Selasa, 30 April 2013

Mereka Semakin Besar


Bajuku dulu tak begini.... 
Eyen dan Aon, kedua anak perempuan saya sudah semakin besar. Terima kasih Tuhan, mereka bertumbuh dengan normal, hari  demi hari semakin pintar dan cantik.

Sudah waktunya belikan baju-baju baru dan celana dalam baru yang lebih besar. Sudah waktunya belikan sandal dan sepatu baru. Semua barang baru untuk si kakak. Si adik pakai sebagian barang baru dan sebagian lungsuran dari kakak. Begitulah yang dikatakan suami, "...mumpung si adik belum ngerti, biar aja pakai punya kakak, sayang uangnya...". Betapa beruntungnya saya, adik mau memakai baju kakak dengan sukacita.

Eyen dan Aon...
Kakak yang mandiri, adik yang manja. Kakak yang pendiam, adik yang ceriwis. Kakak yang bongsor, adik yang ceking. Kakak yang suka bantu mama, adikpun ikut-ikutan. Kakak yang mudah memaafkan, adik juga. Kakak yang berani sama belalang, adik tidak. Kakak takut memanjat, adik lebih berani. 

Ah, kenapa saya jadi galau melihat pertumbuhan mereka? Mungkin karena dua bulan lagi kakak akan sekolah!!! Waktu cepat sekali berlalu ya!. Bukan, bukan karena waktu. Tetapi karena kakak akan menjalani separuh harinya di sekolah. Adik bakal kesepian deh di rumah. Adik atau mama??

Ya, mari kita nikmati waktu bermain ini sepuasnya, Nak. Tanpa batasan waktu. Sepuasnya. Karena dua bulan lagi, kita akan saling mengatur dan diatur oleh waktu.











Semakin besar semakin tidak mau dipeluk





Rabu, 03 April 2013

Berbagi Seperti Seorang Guru


"Eyen... cita-citamu nanti mau jadi apa?"
"Mau jadi robot, ma..."
"Haaaahhh???..... (mamanya terbengong-bengong)"

Saya lalu menjelaskan padanya arti cita-cita beserta dengan contoh-contohnya dengan pelan-pelan dan sesederhana mungkin. Akhirnya Eyen memiliki lima cita-cita. Pilot. Polisi. Pendeta. Pekerja Tambang. Guru.

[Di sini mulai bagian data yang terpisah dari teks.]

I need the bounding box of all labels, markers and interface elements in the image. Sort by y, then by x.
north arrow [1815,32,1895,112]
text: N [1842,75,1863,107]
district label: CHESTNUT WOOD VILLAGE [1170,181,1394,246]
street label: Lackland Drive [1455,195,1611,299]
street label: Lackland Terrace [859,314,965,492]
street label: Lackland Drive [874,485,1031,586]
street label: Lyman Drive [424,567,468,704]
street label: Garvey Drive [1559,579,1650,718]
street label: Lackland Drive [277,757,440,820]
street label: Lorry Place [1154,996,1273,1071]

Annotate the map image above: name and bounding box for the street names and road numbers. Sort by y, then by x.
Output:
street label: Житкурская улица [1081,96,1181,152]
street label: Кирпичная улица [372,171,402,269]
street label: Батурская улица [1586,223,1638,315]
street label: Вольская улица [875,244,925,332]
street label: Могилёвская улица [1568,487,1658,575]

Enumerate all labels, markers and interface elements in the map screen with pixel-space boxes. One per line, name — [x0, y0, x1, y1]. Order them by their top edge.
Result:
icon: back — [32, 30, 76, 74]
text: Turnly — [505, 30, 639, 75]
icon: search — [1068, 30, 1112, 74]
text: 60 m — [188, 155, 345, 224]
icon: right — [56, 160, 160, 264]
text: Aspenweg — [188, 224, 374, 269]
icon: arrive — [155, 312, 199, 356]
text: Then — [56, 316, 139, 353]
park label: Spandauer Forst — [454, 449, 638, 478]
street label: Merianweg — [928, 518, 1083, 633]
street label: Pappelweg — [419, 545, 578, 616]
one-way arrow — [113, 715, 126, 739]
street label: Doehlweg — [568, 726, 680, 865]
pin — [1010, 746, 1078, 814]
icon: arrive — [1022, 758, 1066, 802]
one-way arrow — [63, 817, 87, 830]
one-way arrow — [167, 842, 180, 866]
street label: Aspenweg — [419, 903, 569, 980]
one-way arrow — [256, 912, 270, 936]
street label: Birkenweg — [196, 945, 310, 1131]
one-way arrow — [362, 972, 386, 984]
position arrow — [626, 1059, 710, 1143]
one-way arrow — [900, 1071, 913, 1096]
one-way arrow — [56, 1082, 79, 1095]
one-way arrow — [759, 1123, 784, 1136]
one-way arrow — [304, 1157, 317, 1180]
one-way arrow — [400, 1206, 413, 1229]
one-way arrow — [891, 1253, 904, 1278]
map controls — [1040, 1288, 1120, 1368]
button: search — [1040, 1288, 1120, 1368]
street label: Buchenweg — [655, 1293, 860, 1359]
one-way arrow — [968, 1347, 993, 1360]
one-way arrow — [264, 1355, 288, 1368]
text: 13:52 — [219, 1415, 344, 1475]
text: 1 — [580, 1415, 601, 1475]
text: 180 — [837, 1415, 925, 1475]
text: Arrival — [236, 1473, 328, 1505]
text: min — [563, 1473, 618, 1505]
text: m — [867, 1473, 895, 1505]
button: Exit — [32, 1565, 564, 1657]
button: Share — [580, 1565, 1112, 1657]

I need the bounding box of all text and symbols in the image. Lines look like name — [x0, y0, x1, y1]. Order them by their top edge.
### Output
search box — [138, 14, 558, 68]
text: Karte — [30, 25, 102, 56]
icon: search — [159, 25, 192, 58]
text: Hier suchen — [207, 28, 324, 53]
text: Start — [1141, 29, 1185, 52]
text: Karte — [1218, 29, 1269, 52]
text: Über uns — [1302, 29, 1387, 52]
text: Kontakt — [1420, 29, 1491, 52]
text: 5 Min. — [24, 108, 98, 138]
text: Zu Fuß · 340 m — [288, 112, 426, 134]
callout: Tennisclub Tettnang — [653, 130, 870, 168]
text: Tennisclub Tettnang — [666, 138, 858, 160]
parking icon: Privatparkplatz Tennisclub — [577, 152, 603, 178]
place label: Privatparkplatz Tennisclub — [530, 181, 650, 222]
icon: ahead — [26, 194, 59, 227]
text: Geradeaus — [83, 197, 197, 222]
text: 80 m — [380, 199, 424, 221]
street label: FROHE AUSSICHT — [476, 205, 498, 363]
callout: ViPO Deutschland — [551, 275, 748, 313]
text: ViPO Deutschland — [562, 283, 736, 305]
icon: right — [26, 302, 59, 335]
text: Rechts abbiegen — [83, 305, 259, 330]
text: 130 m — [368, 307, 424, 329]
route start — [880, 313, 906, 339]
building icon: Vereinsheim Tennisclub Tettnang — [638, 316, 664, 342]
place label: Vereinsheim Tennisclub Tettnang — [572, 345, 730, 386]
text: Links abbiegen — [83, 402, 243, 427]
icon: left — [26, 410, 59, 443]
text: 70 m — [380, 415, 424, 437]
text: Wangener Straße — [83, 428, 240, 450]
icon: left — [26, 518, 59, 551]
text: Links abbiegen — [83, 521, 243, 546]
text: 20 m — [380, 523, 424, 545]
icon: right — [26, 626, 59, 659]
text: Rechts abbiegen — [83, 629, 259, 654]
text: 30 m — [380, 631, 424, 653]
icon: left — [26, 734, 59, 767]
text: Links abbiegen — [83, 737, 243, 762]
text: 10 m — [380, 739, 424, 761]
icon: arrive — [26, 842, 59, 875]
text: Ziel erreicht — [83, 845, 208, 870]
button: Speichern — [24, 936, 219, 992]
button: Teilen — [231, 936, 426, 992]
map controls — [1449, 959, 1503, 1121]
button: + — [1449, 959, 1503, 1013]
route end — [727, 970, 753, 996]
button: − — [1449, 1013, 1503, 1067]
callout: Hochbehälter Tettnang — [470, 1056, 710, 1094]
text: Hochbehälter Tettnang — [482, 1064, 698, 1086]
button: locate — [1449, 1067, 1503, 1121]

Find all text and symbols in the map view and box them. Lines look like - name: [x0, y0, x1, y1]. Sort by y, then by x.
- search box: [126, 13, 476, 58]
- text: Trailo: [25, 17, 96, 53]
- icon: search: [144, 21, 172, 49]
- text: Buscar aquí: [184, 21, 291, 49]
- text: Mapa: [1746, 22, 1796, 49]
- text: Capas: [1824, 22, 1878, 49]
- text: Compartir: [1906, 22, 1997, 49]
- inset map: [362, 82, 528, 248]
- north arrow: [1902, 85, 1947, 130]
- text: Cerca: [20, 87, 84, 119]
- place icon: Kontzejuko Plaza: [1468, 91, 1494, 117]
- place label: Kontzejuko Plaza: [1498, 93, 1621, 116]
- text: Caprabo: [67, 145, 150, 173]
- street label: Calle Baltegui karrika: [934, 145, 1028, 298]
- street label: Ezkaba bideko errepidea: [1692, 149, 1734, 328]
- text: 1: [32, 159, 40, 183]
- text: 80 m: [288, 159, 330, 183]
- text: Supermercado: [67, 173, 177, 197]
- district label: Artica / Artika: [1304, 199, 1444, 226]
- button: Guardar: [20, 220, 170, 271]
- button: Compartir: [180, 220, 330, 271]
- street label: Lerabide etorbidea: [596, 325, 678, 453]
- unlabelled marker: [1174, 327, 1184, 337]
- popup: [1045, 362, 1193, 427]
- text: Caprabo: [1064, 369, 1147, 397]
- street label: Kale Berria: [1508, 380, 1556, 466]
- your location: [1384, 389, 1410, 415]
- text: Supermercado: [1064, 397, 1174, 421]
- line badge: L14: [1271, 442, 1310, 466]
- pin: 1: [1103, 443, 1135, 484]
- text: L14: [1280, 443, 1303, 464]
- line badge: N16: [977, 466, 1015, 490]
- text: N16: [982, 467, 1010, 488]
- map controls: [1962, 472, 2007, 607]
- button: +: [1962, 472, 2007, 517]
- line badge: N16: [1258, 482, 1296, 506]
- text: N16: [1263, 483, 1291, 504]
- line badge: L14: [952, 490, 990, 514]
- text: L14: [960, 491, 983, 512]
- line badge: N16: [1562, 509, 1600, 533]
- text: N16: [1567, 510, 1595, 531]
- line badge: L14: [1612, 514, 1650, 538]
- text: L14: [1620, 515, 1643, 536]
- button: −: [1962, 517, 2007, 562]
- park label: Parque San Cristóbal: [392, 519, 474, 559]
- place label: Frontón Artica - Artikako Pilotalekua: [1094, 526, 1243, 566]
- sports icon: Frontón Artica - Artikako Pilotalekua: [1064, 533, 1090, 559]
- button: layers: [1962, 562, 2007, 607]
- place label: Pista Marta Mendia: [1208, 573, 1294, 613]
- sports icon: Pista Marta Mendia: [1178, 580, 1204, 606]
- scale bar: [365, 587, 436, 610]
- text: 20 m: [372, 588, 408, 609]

Dari kelima cita-cita itu, saya memiliki perenungan sendiri tentang profesi Guru. Dan saya sempat mengucapkan dalam hati, semoga anak-anak saya kelak ada yang mau menjadi Guru.

Menurut saya benar bahwa profesi Guru adalah pekerjaan yang mulia. Jasanya sungguh besar dalam mencerdaskan anak bangsa. Jika dalam satu tahun ajaran saja, seorang Guru mengajar minimal 25 anak. Maka dalam lima tahun, seorang Guru telah ikut mencerdaskan  125 anak bangsa. Sayangnya upah Guru masih saja kecil tidak sebanding dengan jasanya yang besar.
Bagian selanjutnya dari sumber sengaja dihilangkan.